How Do Product Recommendations Help Consumers Search? Evidence from a Field Experiment
成果类型:
Article
署名作者:
Wan, Xiang (Shawn); Kumar, Anuj; Lic, Xitong
署名单位:
Santa Clara University; State University System of Florida; University of Florida; Hautes Etudes Commerciales (HEC) Paris
刊物名称:
MANAGEMENT SCIENCE
ISSN/ISSBN:
0025-1909
DOI:
10.1287/mnsc.2023.4951
发表日期:
2024
页码:
5776-5794
关键词:
product recommendations
benefits of recommendations
consumer search
horizontal fit
field experiment
摘要:
Product recommendations can benefit consumers' online product search via multiple underlying mechanisms, such as showing products that offer them high value, facilitating navigation on the website, or exposing more product information. However, it is unclear ex ante which is the primary underlying mechanism that drives the benefits of product recommendations to consumers. We conducted a randomized field experiment to estimate the benefits of an item-based collaborative filtering (CF) recommendation system to consumers. We collect unique data on the affinity scores computed by an item-based CF algorithm to develop measures of a product's net value and horizontal (taste) fit for consumers. Our results indicate that product recommendations help consumers search for higher-value products that are lower priced, fit their tastes better, or both.
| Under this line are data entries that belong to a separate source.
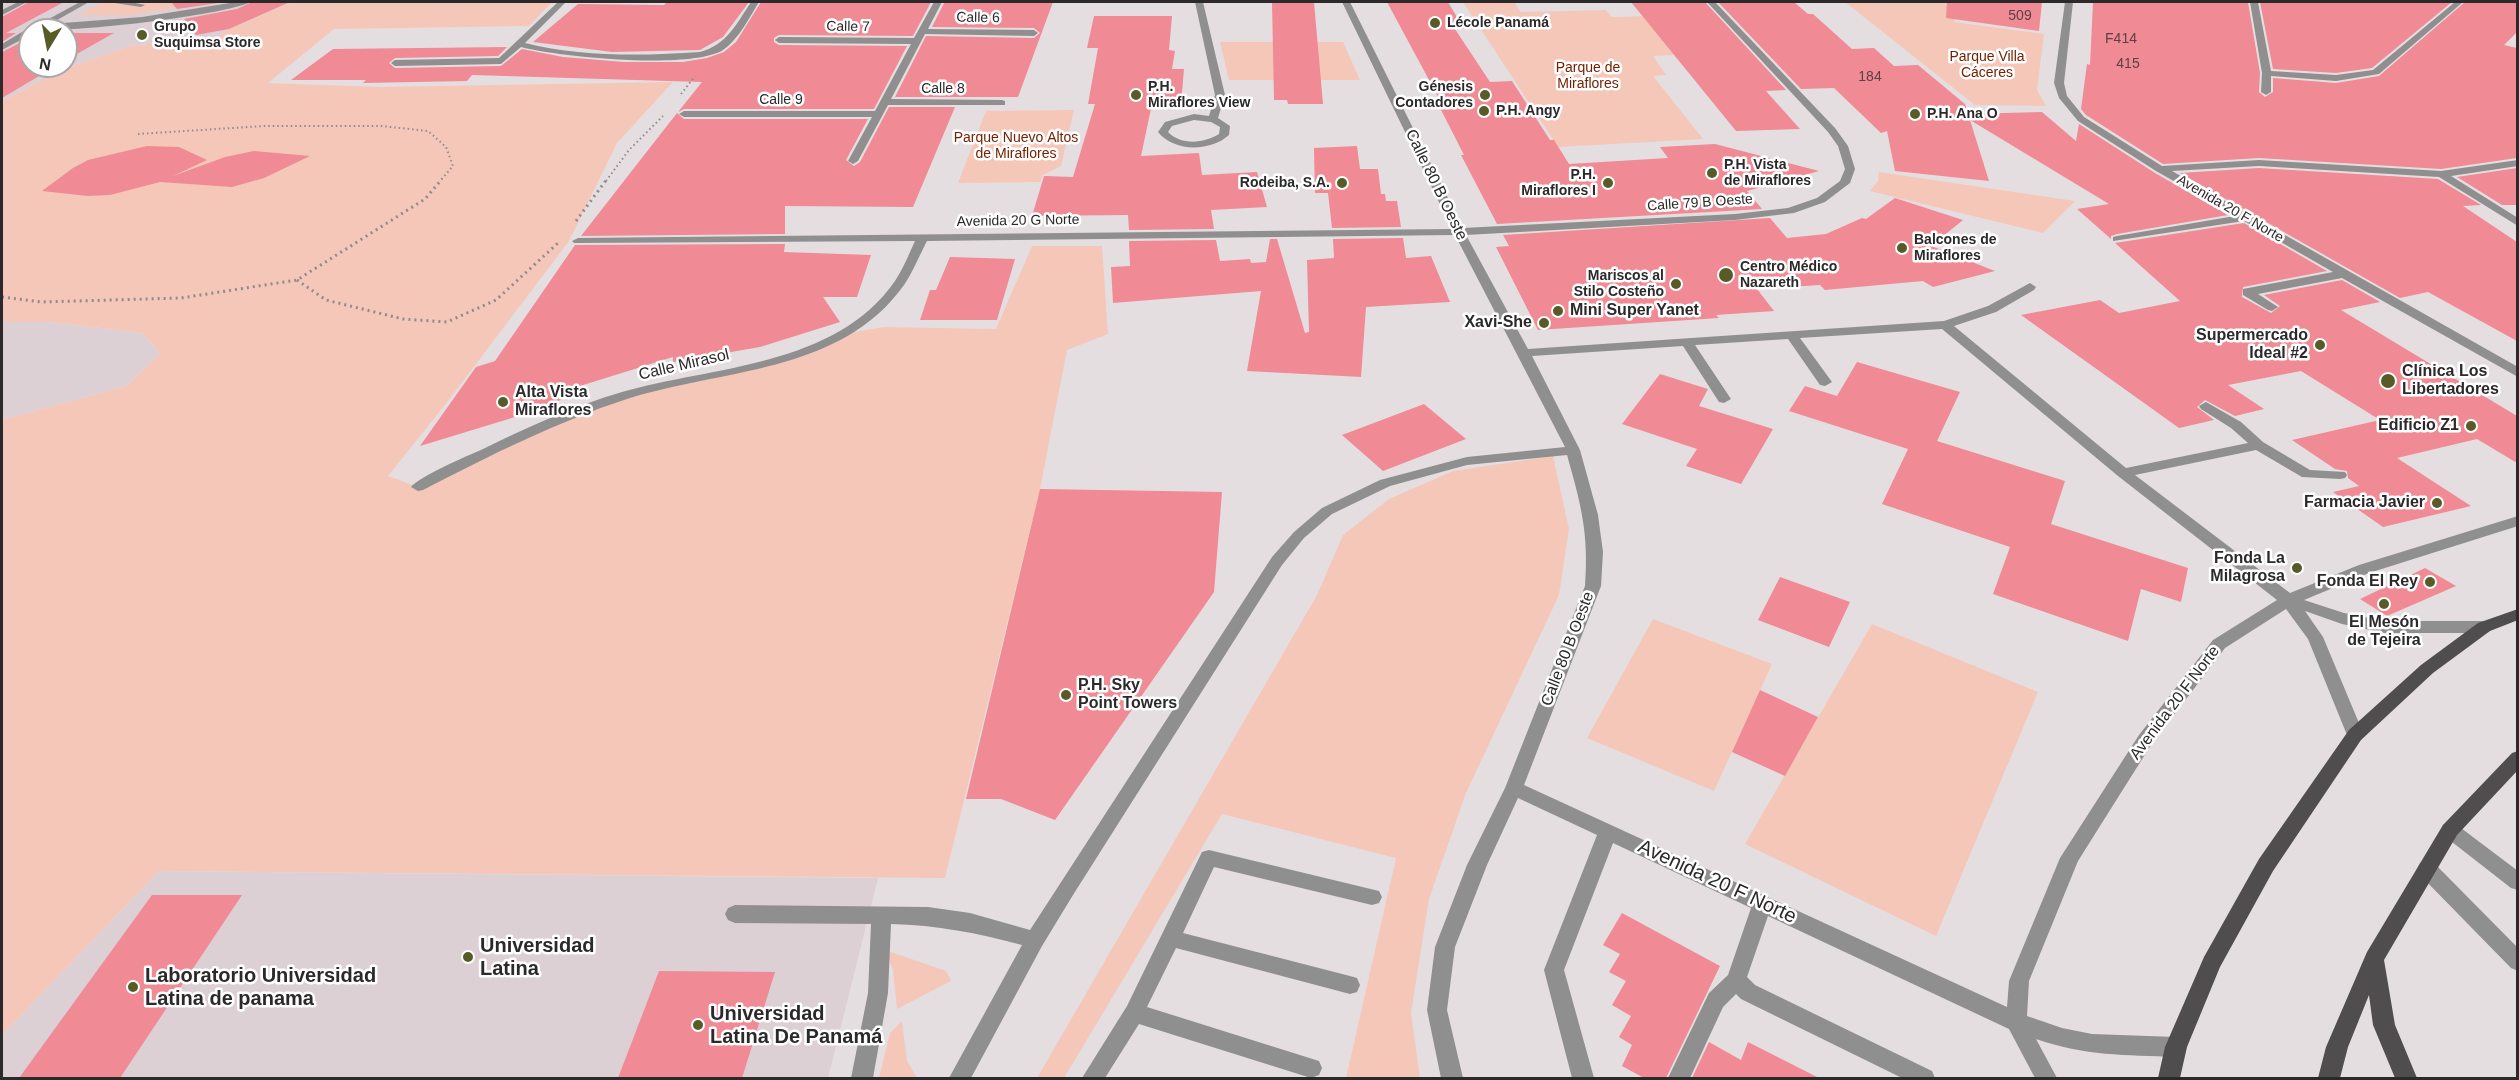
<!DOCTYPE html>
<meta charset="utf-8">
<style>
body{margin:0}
#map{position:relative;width:2519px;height:1080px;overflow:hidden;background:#e4dee1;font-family:Helvetica,sans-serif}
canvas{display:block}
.frame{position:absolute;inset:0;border:3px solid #2b292a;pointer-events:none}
.north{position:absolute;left:18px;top:18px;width:60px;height:60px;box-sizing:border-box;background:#fff;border:2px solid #aaa9aa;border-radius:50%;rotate:190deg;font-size:16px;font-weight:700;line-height:24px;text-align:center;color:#2b292a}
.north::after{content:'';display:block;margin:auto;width:21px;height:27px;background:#585a27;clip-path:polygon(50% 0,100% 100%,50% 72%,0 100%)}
</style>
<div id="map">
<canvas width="2519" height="1080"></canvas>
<div class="frame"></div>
<div class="north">N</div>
</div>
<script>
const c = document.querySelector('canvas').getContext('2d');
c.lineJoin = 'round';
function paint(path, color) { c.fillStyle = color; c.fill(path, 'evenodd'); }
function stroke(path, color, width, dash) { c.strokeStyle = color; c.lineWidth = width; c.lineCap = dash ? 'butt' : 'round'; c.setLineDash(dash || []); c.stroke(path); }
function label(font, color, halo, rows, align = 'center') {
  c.font = font + ' Helvetica,sans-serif'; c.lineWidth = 5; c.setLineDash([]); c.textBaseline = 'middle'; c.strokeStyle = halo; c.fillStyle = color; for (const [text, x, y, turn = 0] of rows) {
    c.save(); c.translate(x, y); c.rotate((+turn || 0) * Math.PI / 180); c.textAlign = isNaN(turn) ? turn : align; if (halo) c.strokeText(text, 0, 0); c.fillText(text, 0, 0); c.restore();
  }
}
const built = new Path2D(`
 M2 2H292L223 32 220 37 130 46 64 69 2 101ZM30 30H66V66H30Z
 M2 322H50L143 333 160 354 126 386 2 420Z
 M159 871 878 878 828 1078H2V1035Z`);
const green = new Path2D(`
 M103 2H171L176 8 130 15H80Z
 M292 2H552L529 26 334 29 268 83 380 87 673 82 617 143 569 241 448 401 388 476 418 487 539 426 626 395 782 360 848 333 884 327 996 329 1032 246H1102L1108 334 1067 350 1040 489 945 878 159 871 2 1035V420L126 386 160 354 143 333 50 322H2V101L64 69 130 46 220 37 223 32Z
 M1463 2H1514L1521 12 1606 10 1612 17 1706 14 1740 52 1653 56 1666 75 1653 76 1703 139 1558 147Z
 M1845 2H1958L1954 22 2044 34 2037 90 2046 106 1975 105Z
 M1220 42H1343L1360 80H1229Z
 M1074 110 1061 166 1043 175 1040 182 958 183 986 111Z
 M1879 172 2075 201 2043 233 1870 191 1878 181Z
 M1553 456 1569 529 1559 595 1466 793 1429 899 1411 1013 1420 1078H1346L1396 858 1222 814 1064 1078H1037L1317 595 1343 535 1389 499 1453 471Z
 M1653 619 1772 664 1714 791 1587 738Z
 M1872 624 2038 692 1936 936 1745 844Z
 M885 950 946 971 951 981 897 1009 893 970Z
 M902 1021 907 1061 917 1078H879L890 1033Z`);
const building = new Path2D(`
 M29 2H64L6 33H16L2 42V17Z
 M171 2H225L177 9Z
 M252 2H290L229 29 196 35 184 19 237 9Z
 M667 2H749L723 37 700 50 612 52 533 42 578 4 664 5Z
 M761 2H931L913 36 779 35 774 38V42L779 45 907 46 874 109H684L678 112 702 82 472 75 467 81 363 83 366 80H291L333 49 507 47 498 56 395 58 389 63 395 68 501 66 522 49 563 57 624 62H683L707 58 724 52 736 42Z
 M1022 2H1053L1018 97H895L926 36 1034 38 1040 33 1034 28 932 27 944 3Z
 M1272 2H1314L1323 104H1288L1287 100H1274Z
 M1387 2H1448L1464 29H1455L1490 82 1512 81 1550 140H1554L1569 164 1668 158 1660 147 1715 144 1819 171 1747 191 1762 209 1497 224 1461 155H1464L1438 104H1442Z
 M1631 2H1705L1786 90 1766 91 1800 129 1736 131Z
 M1718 2H1794L1808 14H1813L1852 49 1874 48 1894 66 1918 65 1965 104 1968 114 2042 112 2076 141 2079 124 2155 173 2228 215 2117 234 2111 236V239L2077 209 2109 204 1970 120 1989 181 1895 171 1887 131 1881 133 1834 88 1801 89Z
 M1947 2H2042L2039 31 1946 18Z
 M2093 2H2248L2260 73 2259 92 2265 97 2273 92V78L2336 83 2379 76 2465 2H2517V32L2504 45 2517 48V158L2441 169 2259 158 2163 164 2086 115 2081 109 2087 64 2090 65Z
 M2260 2H2452L2372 68 2336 73 2273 69Z
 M1094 16H1172L1169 50 1175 51 1172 69H1184L1181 104H1152L1141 156 1199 153 1202 175 1257 172 1267 207 1211 210 1214 229 1129 230 1128 215 1032 216 1044 176 1073 177 1095 104H1088L1098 48H1087Z
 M66 33H114L66 60Z
 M30 38V66H56L2 98V52Z
 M889 107H955L913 207 785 206V234L581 236 677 113 684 119H868L846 160 854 166 860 162Z
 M147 146 179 147 207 160 173 176 225 157 254 151 310 156 264 178 232 187 160 182 110 195 88 196 42 191 73 168 88 160Z
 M1357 146 1360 169H1378L1381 194H1385L1386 201H1397L1401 227 1332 228 1328 193H1315L1314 148Z
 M2259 168 2438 179 2481 205 2463 206 2517 242V341L2428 292 2400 298 2180 173Z
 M2517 168V205H2502L2457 177Z
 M1895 198 1963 220 1931 246 1995 271 1933 287 1923 281 1825 290 1820 285 1757 289 1774 311 1716 315 1719 318 1538 330 1496 247 1509 246 1503 235 1770 218 1787 238 1826 234 1862 218 1866 219Z
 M2244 223 2327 271 2243 287 2242 297 2271 313 2280 306 2264 295 2342 280 2380 302 2341 310 2517 416V463L2477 439 2397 458 2471 506 2383 527 2333 492 2359 486 2348 478 2347 471 2335 469 2292 440 2380 420 2301 371 2228 385 2264 409 2235 416 2205 400 2197 407 2214 420 2179 428 2021 315 2100 300 2119 313 2180 301 2115 243Z
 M1403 238 1406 258 1431 256 1450 302 1366 307 1361 377 1247 371 1261 291 1113 303 1111 267 1130 266 1129 241 1216 240 1220 261 1250 259 1251 263 1266 262 1270 239H1277L1305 333 1309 332 1307 260 1334 258 1333 239Z
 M785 244 784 252 871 255 857 297H823L840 322 760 347 673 362V357L580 386 584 393 524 411 525 414 420 446 476 367 495 361 575 245Z
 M950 257 1015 259 997 320H920L930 290H936Z
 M1857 362 1960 392 1937 441 2065 481 2051 524 2188 568 2181 602 2141 589 2128 641 1993 594 2010 547 1882 504 1908 449 1789 411 1805 386 1837 396Z
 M1660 374 1708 389 1699 406 1773 429 1741 484 1686 466 1697 449 1622 424Z
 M1424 404 1466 439 1383 471 1342 435Z
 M1040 489 1222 492 1214 592 1055 820 1001 799H966Z
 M2425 568 2456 586 2387 616 2360 599Z
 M1780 577 1850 602 1829 647 1758 620Z
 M1760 690 1818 717 1785 776 1732 752Z
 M152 895H242L120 1078H19Z
 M1622 913 1720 966 1666 1078H1644L1622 1066 1632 1045 1619 1037 1631 1016 1612 1005 1626 981 1609 972 1620 954 1603 945Z
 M659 971 775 972 742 1078H618Z
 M1709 1042 1741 1060 1748 1042 1819 1078H1692Z`);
const pathFar1 = new Path2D(`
 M681 94 695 76
 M138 134 264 126H381L428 131 446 147 453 166 440 181
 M606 181 629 150 663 116`);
const path = new Path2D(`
 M576 221 607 179
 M297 280 326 300 403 319 447 322 496 300 558 243
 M2 297 41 302 181 298 297 280 425 199 442 179`);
const minor = new Path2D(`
 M18 2H27L2 15V10Z
 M80 2H89L50 24 142 17 236 2H250C232 14 49 37 34 27Z
 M108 2H131L145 5 141 7Z
 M558 2H566L525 43C580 57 643 56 700 52 727 45 737 23 751 2H759C749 18 739 39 723 50 691 70 558 57 521 47L501 64 395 66 391 63 395 60 499 58Z
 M934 2H942L928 29 1034 30 1038 33 1034 36 925 34 891 99 1002 100 1005 101V105H888L858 161 853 164 848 161 872 117H684L679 114 684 111H875L911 44 779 43 775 40 779 37 914 38Z
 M1195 2H1203L1225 95 1218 118 1230 126 1229 135C1210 152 1174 152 1158 132L1165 122 1194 114 1209 116 1215 95ZM1194 120 1211 122 1220 127 1219 134C1204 143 1182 146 1168 132L1172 126Z
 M1342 2H1350L1463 228 1735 214 1788 208 1817 198 1840 181 1845 169 1838 146 1828 132 1707 2H1715L1835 128 1848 146 1855 169 1850 183 1825 202 1794 213 1735 220 1466 235 1528 349 1944 321 1988 306 2030 283 2036 287 2034 290 1996 312 1954 326 2126 468 2248 443 2231 428 2201 409 2199 406 2206 402 2241 422 2263 442 2310 470 2345 472 2347 475 2345 478 2340 479 2302 477 2256 450 2135 475 2290 593 2359 565 2518 516V526L2369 573 2304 600 2344 613 2385 621H2484L2490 623 2492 627 2490 631 2484 633H2385L2342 624 2305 611 2323 637 2364 735 2361 740 2355 742 2349 740 2308 639 2286 609 2225 648 2151 745 2078 861 2029 981 2027 1016 2062 1028 2092 1034 2176 1037 2184 1040 2187 1047 2184 1054 2176 1057C2125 1055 2085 1056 2036 1039L2057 1078H2035L2009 1029 1768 916 1747 977 1755 985 1932 1071 1935 1078H1902L1741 999 1736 994 1723 1007 1690 1078H1668L1709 993 1728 975 1751 908 1613 843 1564 970 1594 1078H1572L1544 970 1597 835 1518 798 1487 865 1455 947 1447 1010 1463 1078H1441L1427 1010 1435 947 1467 865 1505 788 1585 586C1589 533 1581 505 1567 455L1467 465 1390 486 1332 514 1304 538 1282 565 1073 895 1042 946 971 1078H949L1022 945C977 933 937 925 891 924L888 993 873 1078H851L868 993 871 924 735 923 728 920 725 914 728 908 735 905 928 907 970 913 1030 930 1272 557 1294 532 1322 508 1380 480 1467 457 1565 447 1455 235 927 241C919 256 913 272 904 285 841 374 720 369 627 399 556 422 489 456 423 490L418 491 411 487C420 476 467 456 483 449 528 427 574 406 622 392 713 366 835 367 895 281 903 269 909 254 915 241L574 243 572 241 578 238 1452 229ZM1942 329 2118 476 2277 600 2213 640 2139 735 2060 858 2009 981 2007 1007 1524 785 1601 586 1603 552 1598 515 1580 450 1532 356 1683 346 1719 402 1724 403 1731 399 1695 345 1788 339 1820 385 1825 386 1832 382 1800 338Z
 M2065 2H2073L2064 83 2067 96 2084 117 2162 166 2259 160 2441 171 2518 160V166L2451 176 2518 218V226L2439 177 2259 166 2172 171 2518 367V377L2342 278 2258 294 2278 307 2272 311 2268 310 2243 295V289L2333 272 2244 221 2113 241V237L2117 236 2235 216 2156 171 2078 121 2059 98 2054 83Z
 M2250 2H2258L2271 71 2336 75 2373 70 2455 2H2463L2379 74 2336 81 2271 76V92L2266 95 2261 92 2262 73Z
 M27 29 34 30H30V35L2 50V44Z
 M2450 822 2457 825 2518 871V890L2511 888 2443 835 2441 830 2443 825Z
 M1209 850 1379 891 1382 897 1379 903 1372 905 1214 867 1183 933 1350 976 1357 978 1360 985 1357 992 1350 994 1176 948 1147 1007 1319 1061 1322 1068 1319 1075 1311 1078 1139 1024 1105 1078H1082L1127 1006 1202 852Z
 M2427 861 2434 863 2518 948V971L2511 968 2420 875 2417 869 2420 863Z`);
const major = new Path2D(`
 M2518 609V620L2490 631 2433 673 2361 740 2273 871 2220 967 2187 1047 2180 1078H2158L2165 1047 2204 957 2259 859 2349 730 2421 665 2478 623Z
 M2518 751V770L2457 835 2384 960 2395 1025 2417 1078H2395L2373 1025 2369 995 2348 1047 2340 1078H2318L2326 1047 2367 952 2443 825 2512 753Z`);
const markers = [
 [1435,23,6,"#585a27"],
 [142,35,6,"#585a27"],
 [1136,95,6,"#585a27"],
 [1485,95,6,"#585a27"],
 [1484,111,6,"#585a27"],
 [1915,114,6,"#585a27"],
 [1712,173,6,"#585a27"],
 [1342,183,6,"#585a27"],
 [1608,183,6,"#585a27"],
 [1902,248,6,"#585a27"],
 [1726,275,8,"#585a27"],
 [1676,284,6,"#585a27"],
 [1558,311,6,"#585a27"],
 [1544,323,6,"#585a27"],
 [2320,345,6,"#585a27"],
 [2388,381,8,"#585a27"],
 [503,402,6,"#585a27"],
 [2471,426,6,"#585a27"],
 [2437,503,6,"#585a27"],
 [2297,568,6,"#585a27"],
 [2430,582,6,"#585a27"],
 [2384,604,6,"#585a27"],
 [1066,695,6,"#585a27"],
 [468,957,6,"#585a27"],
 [133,987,6,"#585a27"],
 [698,1025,6,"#585a27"]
];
const numberNames = [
 ["509",2020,16],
 ["F414",2121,39],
 ["415",2128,64],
 ["184",1870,77]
];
const farStreetnames = [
 ["Calle 6",978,18,1],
 ["Calle 7",848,27,1],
 ["Calle 8",943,89],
 ["Calle 9",781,100],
 ["Calle 79 B Oeste",1700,203,-4],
 ["Avenida 20 F Norte",2230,209,30],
 ["Avenida 20 G Norte",1018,221,-1]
];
const farPoinames = [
 ["Lécole Panamá",1447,23],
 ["Grupo",154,27],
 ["Suquimsa Store",154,43],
 ["P.H.",1148,87],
 ["Miraflores View",1148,103],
 ["Génesis",1473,87,"right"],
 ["Contadores",1473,103,"right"],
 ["P.H. Angy",1496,111],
 ["P.H. Ana O",1927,114],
 ["P.H. Vista",1724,165],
 ["de Miraflores",1724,181],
 ["P.H.",1596,175,"right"],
 ["Miraflores I",1596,191,"right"],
 ["Rodeiba, S.A.",1330,183,"right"],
 ["Balcones de",1914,240],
 ["Miraflores",1914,256],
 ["Centro Médico",1740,267],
 ["Nazareth",1740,283],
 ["Mariscos al",1664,276,"right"],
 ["Stilo Costeño",1664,292,"right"]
];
const farParknames = [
 ["Parque Villa",1987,57],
 ["Cáceres",1987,73],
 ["Parque de",1588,68],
 ["Miraflores",1588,84],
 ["Parque Nuevo Altos",1016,138],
 ["de Miraflores",1016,154]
];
const streetNames = [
 ["Calle 80 B Oeste",1436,185,64],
 ["Calle Mirasol",684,365,-13],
 ["Calle 80 B Oeste",1568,649,-69],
 ["Avenida 20 F Norte",2175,703,-53]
];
const poiNames = [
 ["Mini Super Yanet",1570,311,"left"],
 ["Xavi-She",1532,323],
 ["Supermercado",2308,336],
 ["Ideal #2",2308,354],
 ["Clínica Los",2402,372,"left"],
 ["Libertadores",2402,390,"left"],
 ["Alta Vista",515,393,"left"],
 ["Miraflores",515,411,"left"],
 ["Edificio Z1",2459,426],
 ["Farmacia Javier",2425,503],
 ["Fonda La",2285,559],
 ["Milagrosa",2285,577],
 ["Fonda El Rey",2418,582],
 ["El Mesón",2384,623,"center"],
 ["de Tejeira",2384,641,"center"],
 ["P.H. Sky",1078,686,"left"],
 ["Point Towers",1078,704,"left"]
];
const nearStreetnames = [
 ["Avenida 20 F Norte",1717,882,25]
];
const nearPoinames = [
 ["Universidad",480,946],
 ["Latina",480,969],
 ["Laboratorio Universidad",145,976],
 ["Latina de panama",145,999],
 ["Universidad",710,1014],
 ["Latina De Panamá",710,1037]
];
paint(built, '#ddd0d5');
paint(green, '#f5c7b9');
paint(building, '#f08a94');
stroke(pathFar1, '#908b8d', 2, [1.5, 3]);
stroke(path, '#908b8d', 3, [2, 4]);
paint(minor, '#908f90');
paint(major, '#504d4f');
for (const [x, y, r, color] of markers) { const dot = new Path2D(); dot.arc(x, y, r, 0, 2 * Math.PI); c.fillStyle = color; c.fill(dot); stroke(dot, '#fff', 2); }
label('14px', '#5c4144', null, numberNames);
label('14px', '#2b292a', '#fff', farStreetnames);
label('bold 14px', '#2b292a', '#fff', farPoinames, 'left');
label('14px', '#742100', '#fff', farParknames);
label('16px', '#2b292a', '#fff', streetNames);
label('bold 16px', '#2b292a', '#fff', poiNames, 'right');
label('20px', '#2b292a', '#fff', nearStreetnames);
label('bold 20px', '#2b292a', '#fff', nearPoinames, 'left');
</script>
Besides that, we find that the ability to find higher-value products (rather than easy navigation or exposure to more product information) is the primary driver for consumers' higher purchase probabilities under recommendations. We further find a higher benefit of recommendations in product categories with higher price dispersion and heterogeneity in consumers' tastes, providing additional evidence for the lower price and better horizontal fit mechanisms. Finally, we find that when made available, consumers substitute their usage of other search tools on the website with product recommendations. Our findings have important implications for online retailers, policymakers, regulators, and item-based CF recommendation system design.